Extracted records:
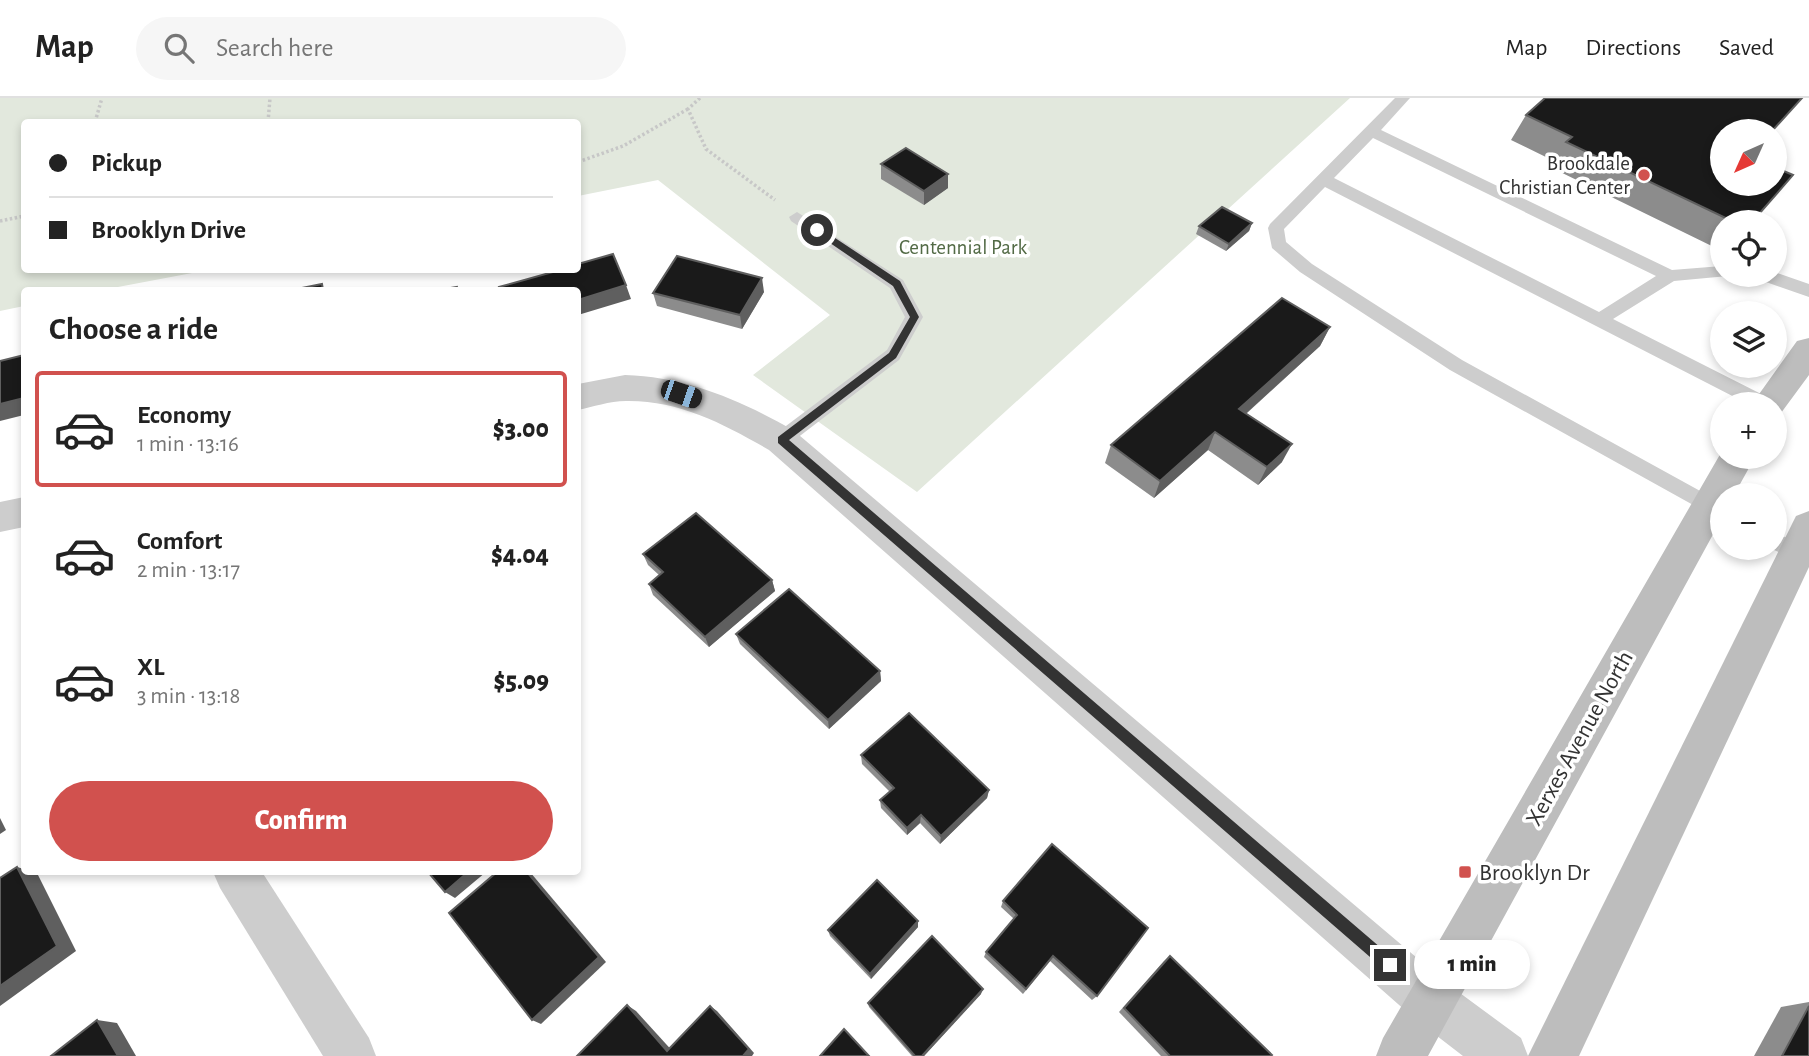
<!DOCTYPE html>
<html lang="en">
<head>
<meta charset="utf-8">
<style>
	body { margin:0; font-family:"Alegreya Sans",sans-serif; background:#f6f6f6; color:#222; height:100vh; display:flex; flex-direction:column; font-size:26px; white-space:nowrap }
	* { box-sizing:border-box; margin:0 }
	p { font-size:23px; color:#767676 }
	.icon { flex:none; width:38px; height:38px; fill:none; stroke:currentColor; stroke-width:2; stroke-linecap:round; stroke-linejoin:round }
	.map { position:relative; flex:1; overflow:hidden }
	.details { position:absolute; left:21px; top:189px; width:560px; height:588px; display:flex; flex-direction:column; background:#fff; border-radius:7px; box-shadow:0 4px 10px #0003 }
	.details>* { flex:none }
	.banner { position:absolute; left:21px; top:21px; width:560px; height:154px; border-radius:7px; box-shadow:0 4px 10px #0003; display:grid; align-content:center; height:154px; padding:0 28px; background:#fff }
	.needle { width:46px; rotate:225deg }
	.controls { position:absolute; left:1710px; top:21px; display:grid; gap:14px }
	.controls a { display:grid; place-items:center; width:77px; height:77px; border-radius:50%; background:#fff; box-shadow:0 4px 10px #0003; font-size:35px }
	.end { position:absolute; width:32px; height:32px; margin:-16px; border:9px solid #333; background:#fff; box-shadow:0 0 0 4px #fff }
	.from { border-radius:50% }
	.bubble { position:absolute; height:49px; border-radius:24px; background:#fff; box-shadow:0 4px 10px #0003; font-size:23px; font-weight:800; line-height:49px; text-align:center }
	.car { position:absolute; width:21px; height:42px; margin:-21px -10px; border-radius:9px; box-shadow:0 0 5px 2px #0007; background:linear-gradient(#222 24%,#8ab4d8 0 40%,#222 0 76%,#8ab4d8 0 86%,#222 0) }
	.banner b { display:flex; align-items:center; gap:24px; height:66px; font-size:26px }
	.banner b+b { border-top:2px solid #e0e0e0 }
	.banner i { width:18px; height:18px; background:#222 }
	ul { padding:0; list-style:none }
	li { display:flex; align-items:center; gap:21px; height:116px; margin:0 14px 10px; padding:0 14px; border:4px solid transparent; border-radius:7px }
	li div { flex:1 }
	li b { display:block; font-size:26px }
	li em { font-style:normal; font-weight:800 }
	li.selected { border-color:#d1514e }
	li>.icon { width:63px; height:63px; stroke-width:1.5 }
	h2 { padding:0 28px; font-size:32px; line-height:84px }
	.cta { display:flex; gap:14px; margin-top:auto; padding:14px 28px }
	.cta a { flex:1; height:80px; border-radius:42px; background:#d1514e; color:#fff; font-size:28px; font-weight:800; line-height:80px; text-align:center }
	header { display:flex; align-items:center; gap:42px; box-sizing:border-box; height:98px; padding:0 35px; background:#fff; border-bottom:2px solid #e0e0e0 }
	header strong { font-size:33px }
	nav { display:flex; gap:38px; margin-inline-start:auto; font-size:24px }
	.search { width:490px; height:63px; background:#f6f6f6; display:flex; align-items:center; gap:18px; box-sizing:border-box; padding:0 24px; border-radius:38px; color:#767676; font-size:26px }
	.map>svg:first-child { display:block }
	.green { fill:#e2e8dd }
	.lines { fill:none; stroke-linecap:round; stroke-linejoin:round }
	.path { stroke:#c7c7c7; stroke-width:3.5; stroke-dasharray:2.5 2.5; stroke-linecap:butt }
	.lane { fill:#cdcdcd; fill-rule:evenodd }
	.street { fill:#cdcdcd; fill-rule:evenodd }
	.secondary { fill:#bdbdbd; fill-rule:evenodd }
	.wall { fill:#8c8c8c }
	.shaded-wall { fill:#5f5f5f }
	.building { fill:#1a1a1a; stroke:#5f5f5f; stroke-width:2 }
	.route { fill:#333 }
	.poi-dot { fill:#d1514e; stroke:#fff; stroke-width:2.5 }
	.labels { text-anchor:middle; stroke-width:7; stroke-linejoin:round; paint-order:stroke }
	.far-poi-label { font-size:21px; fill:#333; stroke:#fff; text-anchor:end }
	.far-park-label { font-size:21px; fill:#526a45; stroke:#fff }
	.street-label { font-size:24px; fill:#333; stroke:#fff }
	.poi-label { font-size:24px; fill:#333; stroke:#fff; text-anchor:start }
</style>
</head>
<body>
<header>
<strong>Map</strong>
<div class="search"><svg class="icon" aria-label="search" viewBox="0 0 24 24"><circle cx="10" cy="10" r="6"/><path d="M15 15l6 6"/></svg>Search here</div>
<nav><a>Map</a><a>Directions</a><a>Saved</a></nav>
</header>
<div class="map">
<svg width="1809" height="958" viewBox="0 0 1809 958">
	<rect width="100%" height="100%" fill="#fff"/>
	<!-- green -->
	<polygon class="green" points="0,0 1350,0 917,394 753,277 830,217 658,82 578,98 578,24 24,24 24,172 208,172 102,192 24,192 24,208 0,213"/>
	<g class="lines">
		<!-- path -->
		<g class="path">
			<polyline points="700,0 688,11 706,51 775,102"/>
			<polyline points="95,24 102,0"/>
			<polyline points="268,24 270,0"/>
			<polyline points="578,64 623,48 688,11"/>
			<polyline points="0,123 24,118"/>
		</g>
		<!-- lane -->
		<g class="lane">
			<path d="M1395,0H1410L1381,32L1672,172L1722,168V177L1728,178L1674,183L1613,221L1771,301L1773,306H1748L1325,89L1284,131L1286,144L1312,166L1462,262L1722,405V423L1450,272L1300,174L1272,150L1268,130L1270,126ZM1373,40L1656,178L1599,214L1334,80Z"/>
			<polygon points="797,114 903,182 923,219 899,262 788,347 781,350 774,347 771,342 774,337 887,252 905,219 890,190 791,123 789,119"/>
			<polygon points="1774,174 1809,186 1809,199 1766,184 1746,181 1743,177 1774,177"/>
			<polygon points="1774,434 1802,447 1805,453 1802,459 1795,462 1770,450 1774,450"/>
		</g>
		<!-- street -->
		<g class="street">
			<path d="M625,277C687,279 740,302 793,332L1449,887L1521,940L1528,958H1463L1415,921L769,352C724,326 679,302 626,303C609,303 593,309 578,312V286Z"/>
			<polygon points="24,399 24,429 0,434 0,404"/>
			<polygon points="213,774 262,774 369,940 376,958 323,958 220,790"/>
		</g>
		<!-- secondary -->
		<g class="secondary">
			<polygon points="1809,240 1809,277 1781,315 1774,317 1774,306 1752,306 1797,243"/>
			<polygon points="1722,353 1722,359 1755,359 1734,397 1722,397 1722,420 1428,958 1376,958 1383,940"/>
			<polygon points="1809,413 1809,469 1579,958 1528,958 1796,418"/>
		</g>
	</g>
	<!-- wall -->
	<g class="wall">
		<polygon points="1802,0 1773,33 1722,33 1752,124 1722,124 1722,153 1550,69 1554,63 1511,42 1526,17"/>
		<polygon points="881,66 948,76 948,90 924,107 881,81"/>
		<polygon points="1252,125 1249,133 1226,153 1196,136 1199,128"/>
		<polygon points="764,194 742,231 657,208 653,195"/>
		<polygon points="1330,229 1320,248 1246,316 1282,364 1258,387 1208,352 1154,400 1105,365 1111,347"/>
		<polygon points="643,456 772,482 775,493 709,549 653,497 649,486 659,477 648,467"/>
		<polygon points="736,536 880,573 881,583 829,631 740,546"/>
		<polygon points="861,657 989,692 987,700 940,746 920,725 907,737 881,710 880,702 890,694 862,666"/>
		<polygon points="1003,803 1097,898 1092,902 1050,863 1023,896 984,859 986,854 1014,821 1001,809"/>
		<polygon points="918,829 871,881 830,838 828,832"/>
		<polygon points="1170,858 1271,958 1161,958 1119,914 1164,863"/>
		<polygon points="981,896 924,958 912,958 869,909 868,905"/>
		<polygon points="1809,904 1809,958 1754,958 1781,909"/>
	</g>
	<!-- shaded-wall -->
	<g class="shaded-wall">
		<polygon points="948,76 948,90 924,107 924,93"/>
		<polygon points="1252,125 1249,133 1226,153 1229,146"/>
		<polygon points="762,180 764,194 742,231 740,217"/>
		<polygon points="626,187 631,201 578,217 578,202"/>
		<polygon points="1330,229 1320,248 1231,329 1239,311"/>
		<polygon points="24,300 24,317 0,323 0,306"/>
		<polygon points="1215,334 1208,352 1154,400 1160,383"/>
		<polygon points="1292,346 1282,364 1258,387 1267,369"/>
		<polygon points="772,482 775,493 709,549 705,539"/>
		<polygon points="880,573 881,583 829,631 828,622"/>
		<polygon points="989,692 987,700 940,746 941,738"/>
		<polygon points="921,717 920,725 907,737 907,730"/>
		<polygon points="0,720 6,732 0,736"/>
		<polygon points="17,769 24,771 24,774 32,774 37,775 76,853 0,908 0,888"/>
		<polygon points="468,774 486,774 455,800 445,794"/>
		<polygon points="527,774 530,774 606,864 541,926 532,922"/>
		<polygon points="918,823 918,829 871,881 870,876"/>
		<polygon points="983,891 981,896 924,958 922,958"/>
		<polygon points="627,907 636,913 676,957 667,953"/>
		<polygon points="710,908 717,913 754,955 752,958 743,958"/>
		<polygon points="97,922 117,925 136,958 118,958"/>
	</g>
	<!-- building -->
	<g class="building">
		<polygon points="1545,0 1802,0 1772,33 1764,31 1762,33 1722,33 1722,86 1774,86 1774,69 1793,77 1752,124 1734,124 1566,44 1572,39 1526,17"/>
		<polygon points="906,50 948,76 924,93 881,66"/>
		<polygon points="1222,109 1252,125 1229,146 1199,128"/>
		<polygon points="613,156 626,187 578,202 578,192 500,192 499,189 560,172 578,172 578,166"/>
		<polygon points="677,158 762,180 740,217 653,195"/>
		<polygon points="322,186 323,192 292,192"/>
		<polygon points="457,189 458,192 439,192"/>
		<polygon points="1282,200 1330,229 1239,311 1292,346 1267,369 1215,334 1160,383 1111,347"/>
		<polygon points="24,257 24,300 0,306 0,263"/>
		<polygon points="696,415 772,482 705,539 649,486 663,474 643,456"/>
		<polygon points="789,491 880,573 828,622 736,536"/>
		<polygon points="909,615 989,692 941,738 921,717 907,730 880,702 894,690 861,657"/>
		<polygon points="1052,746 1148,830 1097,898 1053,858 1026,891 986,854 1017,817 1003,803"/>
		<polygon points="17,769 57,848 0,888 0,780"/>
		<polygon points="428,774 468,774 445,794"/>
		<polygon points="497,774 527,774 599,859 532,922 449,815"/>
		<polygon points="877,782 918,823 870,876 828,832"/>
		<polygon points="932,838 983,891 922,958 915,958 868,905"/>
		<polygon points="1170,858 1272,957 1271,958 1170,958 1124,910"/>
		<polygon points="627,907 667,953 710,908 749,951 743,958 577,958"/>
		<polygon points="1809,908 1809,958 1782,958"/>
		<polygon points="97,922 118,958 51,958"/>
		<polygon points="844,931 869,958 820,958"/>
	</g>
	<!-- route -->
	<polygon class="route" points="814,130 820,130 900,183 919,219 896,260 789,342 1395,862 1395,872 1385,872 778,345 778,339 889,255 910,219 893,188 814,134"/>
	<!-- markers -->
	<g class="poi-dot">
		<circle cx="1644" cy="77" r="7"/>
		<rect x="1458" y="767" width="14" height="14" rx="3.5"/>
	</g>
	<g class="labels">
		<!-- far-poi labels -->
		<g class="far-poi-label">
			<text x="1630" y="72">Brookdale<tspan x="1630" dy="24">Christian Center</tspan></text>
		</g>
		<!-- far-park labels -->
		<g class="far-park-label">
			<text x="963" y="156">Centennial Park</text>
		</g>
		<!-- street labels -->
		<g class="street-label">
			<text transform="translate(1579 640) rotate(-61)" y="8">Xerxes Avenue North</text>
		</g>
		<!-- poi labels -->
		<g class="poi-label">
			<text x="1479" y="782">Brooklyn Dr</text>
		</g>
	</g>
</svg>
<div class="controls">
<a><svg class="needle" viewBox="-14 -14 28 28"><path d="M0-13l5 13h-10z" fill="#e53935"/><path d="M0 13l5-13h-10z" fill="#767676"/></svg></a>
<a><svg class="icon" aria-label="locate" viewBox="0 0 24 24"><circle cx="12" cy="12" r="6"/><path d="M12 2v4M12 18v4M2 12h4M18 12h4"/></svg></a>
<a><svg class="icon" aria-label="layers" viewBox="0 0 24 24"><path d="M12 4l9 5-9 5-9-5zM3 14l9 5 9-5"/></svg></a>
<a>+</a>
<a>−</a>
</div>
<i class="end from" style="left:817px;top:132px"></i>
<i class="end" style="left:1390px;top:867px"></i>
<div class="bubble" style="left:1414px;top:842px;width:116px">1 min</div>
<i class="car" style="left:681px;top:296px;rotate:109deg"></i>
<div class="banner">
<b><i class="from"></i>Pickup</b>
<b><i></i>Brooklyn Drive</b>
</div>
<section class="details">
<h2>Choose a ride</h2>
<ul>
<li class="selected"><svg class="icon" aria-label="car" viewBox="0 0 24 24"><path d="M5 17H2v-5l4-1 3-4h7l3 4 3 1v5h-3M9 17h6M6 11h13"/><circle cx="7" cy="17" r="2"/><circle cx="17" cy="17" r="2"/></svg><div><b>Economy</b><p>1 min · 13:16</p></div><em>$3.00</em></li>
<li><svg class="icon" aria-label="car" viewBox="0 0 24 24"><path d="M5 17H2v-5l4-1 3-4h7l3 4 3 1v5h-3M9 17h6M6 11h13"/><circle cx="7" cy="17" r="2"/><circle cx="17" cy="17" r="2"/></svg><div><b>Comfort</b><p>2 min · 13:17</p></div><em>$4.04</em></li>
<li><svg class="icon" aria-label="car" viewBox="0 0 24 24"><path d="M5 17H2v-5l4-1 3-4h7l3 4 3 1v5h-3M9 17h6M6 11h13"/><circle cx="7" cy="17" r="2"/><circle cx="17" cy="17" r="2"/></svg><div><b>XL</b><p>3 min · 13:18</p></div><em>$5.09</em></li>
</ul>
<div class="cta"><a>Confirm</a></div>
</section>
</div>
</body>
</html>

◆ **Task**:
Scan the records above for the word "lines" and return every line where it occurs.

◆ **Result of this exercise**:
	.lines { fill:none; stroke-linecap:round; stroke-linejoin:round }
	<g class="lines">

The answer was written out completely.